Expedição organizada pelo Judiciário garante atendimento à população de Jordão

A proporção de pessoas abaixo da linha de pobreza e indigência (miséria) no município acreano de Jordão é de 78,3%, um dos índices mais elevados do País. De acordo com o Portal ODM (veja aqui) – que acompanha os Objetivos de Desenvolvimento do Milênio da Organização das Nações Unidades (ONU) -, a participação dos 20% mais pobres na renda passou de 6,26%, em 1991, para 0%, em 2000, o que aumentou ainda mais os níveis de desigualdade social.

Os ODM são metas socioeconômicas que os países da ONU deverão alcançar até 2015, e que passaram a ser adaptadas para os municípios do Brasil.

Num contexto como esse, a presença do Judiciário se torna ainda mais necessária. Além disso, a população encontra dificuldades para se deslocar até Tarauacá, a cidade mais próxima, e ter acesso aos serviços judiciais.

Com o intuito de levar Justiça a quem mais precisa, a Juíza de Direito Substituta Andréa Brito, que responde pela Comarca de Tarauacá e de Jordão (esta ainda não instalada), realizou expedição nesse município, localizado a aproximadamente 700 km de Rio Branco.
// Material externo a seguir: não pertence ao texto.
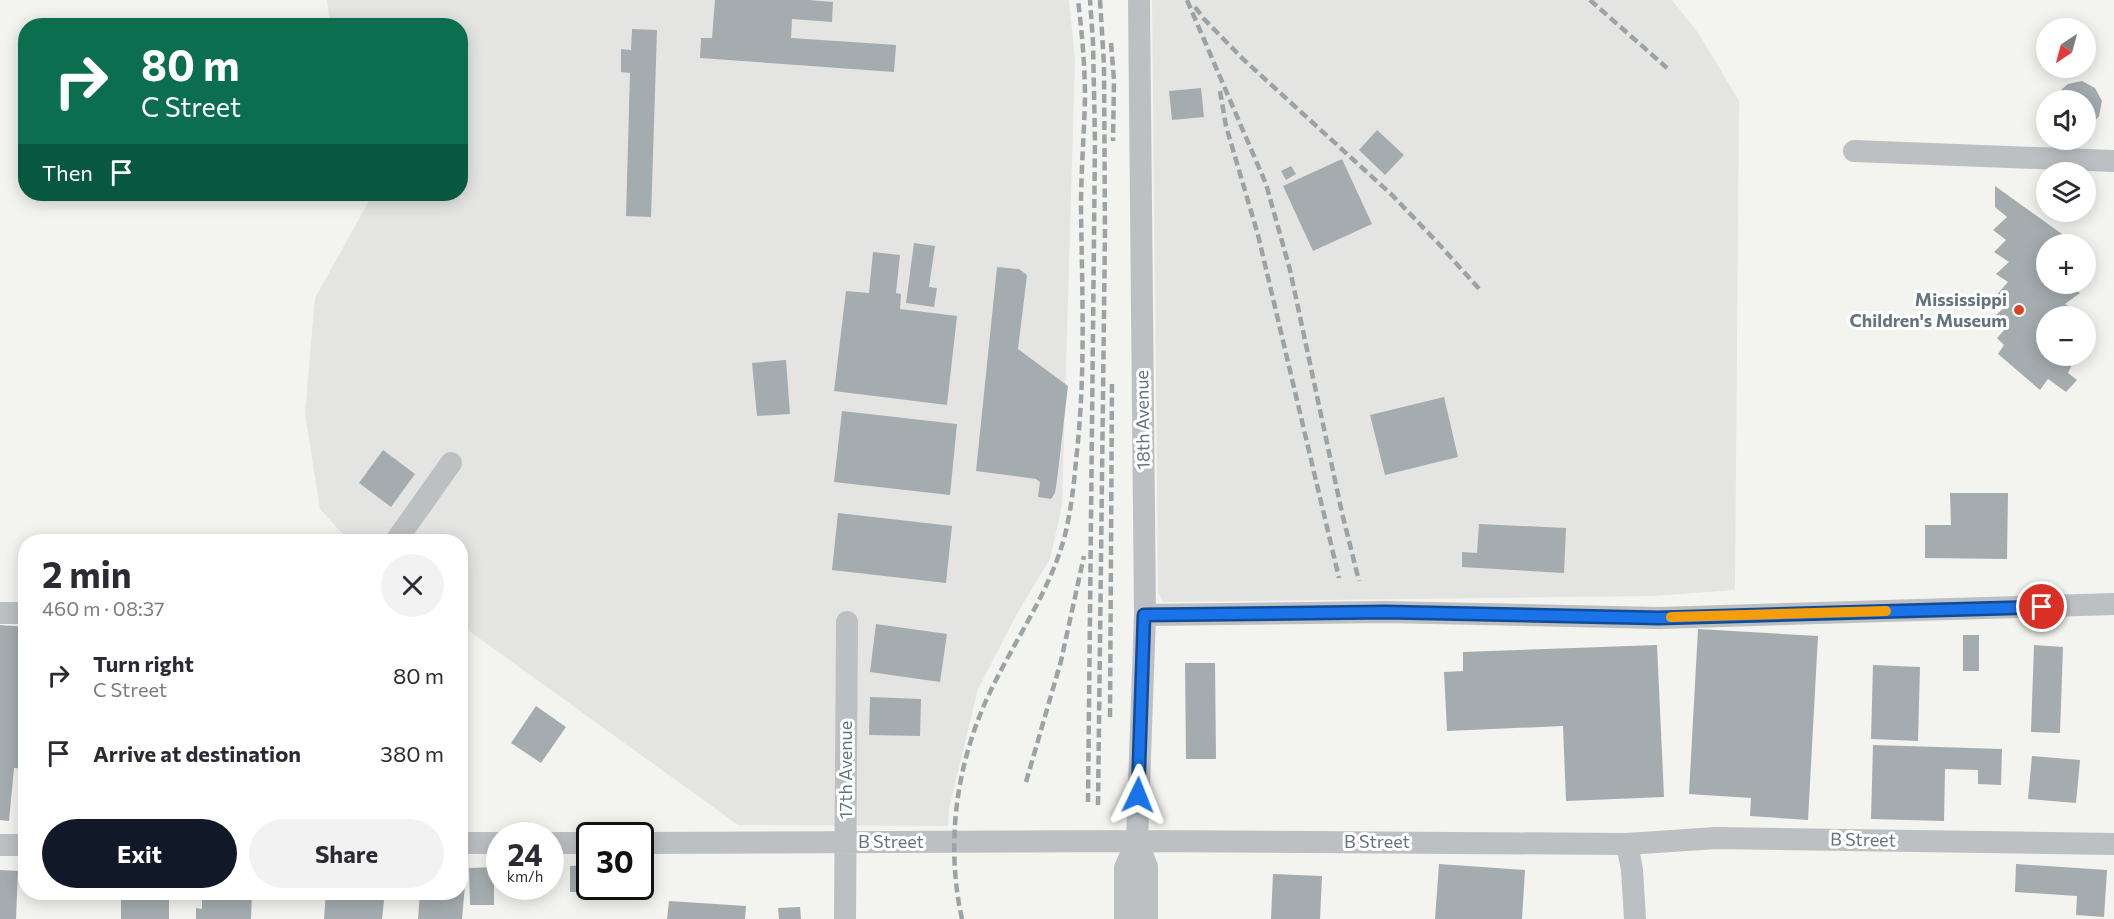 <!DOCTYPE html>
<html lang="en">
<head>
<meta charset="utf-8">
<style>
  :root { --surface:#fff; --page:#f2f2f3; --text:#2b2b33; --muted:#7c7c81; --accent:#111827 }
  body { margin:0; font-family:Commissioner,sans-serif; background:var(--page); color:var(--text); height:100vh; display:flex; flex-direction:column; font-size:22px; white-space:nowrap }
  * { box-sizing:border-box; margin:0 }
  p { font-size:20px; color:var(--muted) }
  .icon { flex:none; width:33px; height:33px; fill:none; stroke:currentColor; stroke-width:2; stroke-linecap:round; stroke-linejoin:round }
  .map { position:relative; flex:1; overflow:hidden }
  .drawer { position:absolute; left:18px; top:534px; width:450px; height:366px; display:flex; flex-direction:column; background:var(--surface); border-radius:24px; box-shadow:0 3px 15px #0003 }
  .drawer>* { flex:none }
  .top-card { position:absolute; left:18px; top:18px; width:450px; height:183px; border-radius:24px; box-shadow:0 3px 15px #0003; background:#0b6e4f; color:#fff; overflow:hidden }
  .needle { width:39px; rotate:216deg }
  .controls { position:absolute; left:2036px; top:18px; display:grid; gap:12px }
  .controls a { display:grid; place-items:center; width:60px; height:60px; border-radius:50%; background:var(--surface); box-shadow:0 3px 15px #0003; font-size:30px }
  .speed { position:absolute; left:486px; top:822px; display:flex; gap:12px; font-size:30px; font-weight:700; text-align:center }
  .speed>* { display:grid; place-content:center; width:78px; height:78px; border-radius:50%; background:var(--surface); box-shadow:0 3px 15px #0003; line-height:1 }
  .speed small { font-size:15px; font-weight:400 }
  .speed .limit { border:3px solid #111; border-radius:9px; background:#fff; color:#111 }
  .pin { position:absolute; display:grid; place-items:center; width:51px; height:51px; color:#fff; margin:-26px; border:3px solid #fff; border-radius:50%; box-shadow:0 2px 6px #0007 }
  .me { position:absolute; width:66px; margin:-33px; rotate:2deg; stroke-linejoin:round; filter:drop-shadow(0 0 4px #0008) }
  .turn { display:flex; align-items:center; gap:21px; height:126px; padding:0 24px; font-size:27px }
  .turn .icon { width:78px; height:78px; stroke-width:2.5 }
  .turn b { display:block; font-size:42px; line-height:51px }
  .then { display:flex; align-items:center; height:57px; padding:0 24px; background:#0003; gap:12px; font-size:22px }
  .round { display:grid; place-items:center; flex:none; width:63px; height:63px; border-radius:32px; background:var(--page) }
  .headline { display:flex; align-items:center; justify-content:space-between; height:102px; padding:0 24px }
  h1 { font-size:36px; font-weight:700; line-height:45px }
  .action { display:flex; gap:12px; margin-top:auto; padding:12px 24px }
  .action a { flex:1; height:69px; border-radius:36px; background:var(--accent); color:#fff; font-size:24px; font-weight:700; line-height:69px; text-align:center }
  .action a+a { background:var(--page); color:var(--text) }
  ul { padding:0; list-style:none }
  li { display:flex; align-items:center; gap:18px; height:78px; padding:0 24px }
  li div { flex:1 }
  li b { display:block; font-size:22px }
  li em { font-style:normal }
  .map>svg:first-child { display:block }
</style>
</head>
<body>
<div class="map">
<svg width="2114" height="919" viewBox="0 0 2114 919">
  <rect width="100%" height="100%" fill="#f3f3ef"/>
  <!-- built -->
  <path fill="#e4e5e3" d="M327 0H1069L1075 59 1062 506 1050 559 1018 612 978 689 949 809 948 826 738 825 461 625 460 542 349 541 320 509 305 413 315 298 369 201 368 194H460V26L330 25Z
    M1152 0H1672L1699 34 1739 101 1735 590 1653 596 1163 602 1158 592Z"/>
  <!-- building -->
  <path fill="#a4acb0" d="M715 0H808L833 2 832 22 792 19 791 38 896 45 894 72 700 58 701 38H712Z
    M632 29 657 30 651 217 626 216 630 73 621 72V49L631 50Z
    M2082 81 2095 88 2102 101 2099 116 2094 122 2085 126V100H2057L2062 89 2068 84Z
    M1201 88 1204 117 1172 120 1169 91Z
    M1377 130 1404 155 1385 175 1359 150Z
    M1342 159 1372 224 1313 251 1283 186Z
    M1291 166 1296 174 1286 180 1281 171Z
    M1995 186 2076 244H2046V284H2072L2071 286 2080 293 2065 304 2075 310 2072 316H2046V356H2076L2068 373 2077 380 2066 392 2048 379 2040 390 1998 354 2004 345 1997 338 2006 328 1996 315 2006 306 1993 299 2008 282 1996 274 2009 262 1994 252 2006 240 1993 230 2007 217 1995 207Z
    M914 243 935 246 929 287 937 288 934 307 906 303Z
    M873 252 900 255 896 293 901 294 900 309 957 316 947 405 834 391 846 291 869 293Z
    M997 267 1019 269 1027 275 1018 349 1068 386 1057 480 1055 493 1051 499 1038 497 1040 482 1036 479 976 471Z
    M786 360 790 414 757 416 752 363Z
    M1444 397 1458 457 1385 475 1370 415Z
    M842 411 957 424 950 495 834 482Z
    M383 450 415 474 391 507 359 483Z
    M1950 493H2008L2007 559 1925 558V525H1951Z
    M838 513 952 526 946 583 832 570Z
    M1479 524 1566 528 1564 573 1462 567V552L1477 553Z
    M876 624 947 634 940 682 870 672Z
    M0 625 26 627V769L14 768 9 821 0 820Z
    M1698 629 1818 636 1808 820 1750 816 1751 798 1689 794Z
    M1963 635H1979V671H1963Z
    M1657 645 1664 797 1566 801 1563 726 1447 731 1444 672 1463 671V652Z
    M2034 645 2063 647 2060 733 2031 732Z
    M1185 663H1215L1216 759H1186Z
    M1873 665 1920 667 1918 741 1871 739Z
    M870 697 921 699 920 736 869 735Z
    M536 706 566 727 541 763 511 743Z
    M1873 745 2002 749 2001 785 1978 784V770L1945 769 1944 821 1871 819Z
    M2032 756 2080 760 2076 803 2028 799Z
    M1439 864 1525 870 1522 919H1435Z
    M2016 864 2107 870 2104 917 2076 915 2077 896 2015 892Z
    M590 865V886H595V892H570V866Z
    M494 867V905H470L469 868Z
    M0 870 18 871 16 919H0Z
    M1273 874 1322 876 1320 919H1271Z
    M640 878H648L647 898 624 897 625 886H640Z
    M460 885H465L462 919H418L420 892H460Z
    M121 892H169V919H121Z
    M202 892H252L251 919H196V908L202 909Z
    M326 892H385L382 919H324Z
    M669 901 746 906 745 919H667Z
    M800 907 801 919H779L778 908Z"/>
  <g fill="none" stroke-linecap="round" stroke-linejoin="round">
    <!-- minor -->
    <path stroke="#bcc0c3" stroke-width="22" d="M1854 151 2114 161
      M395 542 451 463
      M0 613H26
      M1145 615 1385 612 1659 618 2114 604
      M1137 841 1147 867V919
      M460 843H500
      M550 843H590
      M640 843 1137 841 1627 844 1716 838 2114 844
      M1627 844 1632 870 1635 919
      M0 845H26
      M845 919 847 622
      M1125 919V868L1137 841 1145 615 1139 0"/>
    <!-- rail -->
    <path stroke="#9ca3a7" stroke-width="4.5" stroke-dasharray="9 4.5" stroke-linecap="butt" d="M1187 0 1266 184 1290 270 1342 513 1359 581
      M1590 0 1667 68
      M1195 7 1204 19 1243 59 1392 195 1437 242 1482 292
      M1111 43 1114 80 1113 141
      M1220 91 1226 126 1258 235 1339 578
      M1110 717 1112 381
      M1026 782 1061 661 1084 556
      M1088 802 1095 141 1093 42 1090 0
      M1098 805 1105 232 1104 65 1100 0
      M962 919C944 838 958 753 996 680 1020 632 1051 588 1065 535 1071 510 1074 485 1076 460 1086 376 1082 292 1081 208 1081 172 1084 136 1085 99 1085 66 1082 33 1078 0"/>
  </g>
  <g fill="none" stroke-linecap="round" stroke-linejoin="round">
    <defs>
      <path id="route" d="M1138 795 1144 615 1386 612 1659 618 2042 607"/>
    </defs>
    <!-- route casing -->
    <use href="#route" stroke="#114b97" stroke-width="15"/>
    <!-- route -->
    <use href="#route" stroke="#1a73e8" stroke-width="10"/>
    <!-- slow -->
    <path stroke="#f59e0b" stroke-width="10" d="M1671 617 1886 611"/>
  </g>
  <!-- markers -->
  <circle fill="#db4328" stroke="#fff" stroke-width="2" cx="2019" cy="310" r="6"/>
  <g text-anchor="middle" stroke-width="6" stroke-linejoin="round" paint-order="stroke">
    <!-- poi labels -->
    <g font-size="18" font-weight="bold" fill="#64757f" stroke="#fff" text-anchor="end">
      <text x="2007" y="306">Mississippi<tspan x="2007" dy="21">Children's Museum</tspan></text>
    </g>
    <!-- street labels -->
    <g font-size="18" fill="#64757f" stroke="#fff">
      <text transform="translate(1143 420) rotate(-91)" y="6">18th Avenue</text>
      <text transform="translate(846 770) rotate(-90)" y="6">17th Avenue</text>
      <text transform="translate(1863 840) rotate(1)" y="6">B Street</text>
      <text x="891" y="848">B Street</text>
      <text x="1377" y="848">B Street</text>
    </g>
  </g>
</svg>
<div class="controls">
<a><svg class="needle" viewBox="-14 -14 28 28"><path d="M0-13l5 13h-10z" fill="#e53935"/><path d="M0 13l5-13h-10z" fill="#7c7c81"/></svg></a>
<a><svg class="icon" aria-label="sound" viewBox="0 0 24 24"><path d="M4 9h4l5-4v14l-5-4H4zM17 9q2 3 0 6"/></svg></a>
<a><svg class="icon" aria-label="layers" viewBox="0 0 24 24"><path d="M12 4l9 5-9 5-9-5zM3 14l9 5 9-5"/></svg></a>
<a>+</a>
<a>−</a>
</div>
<div class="speed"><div>24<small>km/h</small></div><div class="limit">30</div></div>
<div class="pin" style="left:2042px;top:607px;background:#d93025"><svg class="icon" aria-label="arrive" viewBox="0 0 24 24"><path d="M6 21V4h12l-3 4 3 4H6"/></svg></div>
<svg class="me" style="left:1138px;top:795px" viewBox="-20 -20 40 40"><path d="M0-17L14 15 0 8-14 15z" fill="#1a73e8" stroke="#fff" stroke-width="4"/></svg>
<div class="top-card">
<div class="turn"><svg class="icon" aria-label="right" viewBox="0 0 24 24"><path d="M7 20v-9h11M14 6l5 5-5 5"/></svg><div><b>80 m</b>C Street</div></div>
<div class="then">Then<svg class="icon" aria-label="arrive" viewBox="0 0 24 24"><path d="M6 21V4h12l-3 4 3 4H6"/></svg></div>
</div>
<section class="drawer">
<div class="headline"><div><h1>2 min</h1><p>460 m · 08:37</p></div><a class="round"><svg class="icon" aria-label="close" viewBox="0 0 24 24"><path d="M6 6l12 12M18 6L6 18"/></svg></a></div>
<ul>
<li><svg class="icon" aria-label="right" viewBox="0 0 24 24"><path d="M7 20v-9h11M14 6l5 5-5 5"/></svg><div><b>Turn right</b><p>C Street</p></div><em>80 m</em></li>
<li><svg class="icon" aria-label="arrive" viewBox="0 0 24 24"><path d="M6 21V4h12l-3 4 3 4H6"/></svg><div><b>Arrive at destination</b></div><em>380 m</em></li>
</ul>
<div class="action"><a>Exit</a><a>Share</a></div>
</section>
</div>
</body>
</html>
Acompanhada da Promotora de Justiça Eliane Kinoshita, do Defensor Público Paulo São José e de servidores, a magistrada efetuou atividades judiciais e extrajudiciais, no mês passado, durante 5 dias. 

Com audiências previamente agendadas, e outras iniciadas pela Defensoria Pública no decorrer dos trabalhos, a comunidade foi atendida no Cartório Eleitoral, unidade do Tribunal Regional Eleitoral do Acre. 

“Foi uma oportunidade excepcional para conhecermos melhor a realidade da população menos assistida. O deslocamento do Judiciário e das demais instituições parceiras é de grande importância para aquela comunidade. Os trabalhos foram bastante produtivos, destacando a atuação da Defensoria e do Ministério Público nos acordos e recomendações oferecidas”, destacou a Juíza Andréa Brito, ao avaliar os resultados da expedição.

Só de barco

Para chegar a Jordão, distante 200 km da Comarca de Tarauacá, a equipe viajou um dia e meio de barco na ida – e dois dias na volta. “Essa foi uma das melhores expedições até porque fomos de barco (tipo voadeira) e deu para perceber o quanto o povo dessa localidade é sofrido e carente, e o quanto nós podemos ser úteis”, salientou José Alex, secretário da Diretoria do Foro de Tarauacá.

Para Eliane Kinoshita, a viagem contribui para aperfeiçoar os trabalhos e diminuir a distância entre as instâncias do poder público e a sociedade:

“Esse deslocamento foi muito importante e proveitoso. Ações como essa são necessárias para aproximar a comunidade das instituições estatais, sobretudo nos municípios distantes e isolados. Também são fundamentais para que nós, operadores do direito, conheçamos de perto a realidade local, o modo de vida, as dificuldades e problemas enfrentados pela população, para que possamos desenvolver nosso trabalho da melhor forma possível, servindo a essas comunidades de acordo com suas reais necessidades”, considerou a Promotora de Justiça.

Fiscalização

O Ministério Público Estadual promoveu diversas fiscalizações, que resultaram em ajuizamento de demandas e recomendações. Foram encontrados abates de gado clandestinos, que resultaram em Termo de Ajustamento de Conduta para que o Município construa um matadouro.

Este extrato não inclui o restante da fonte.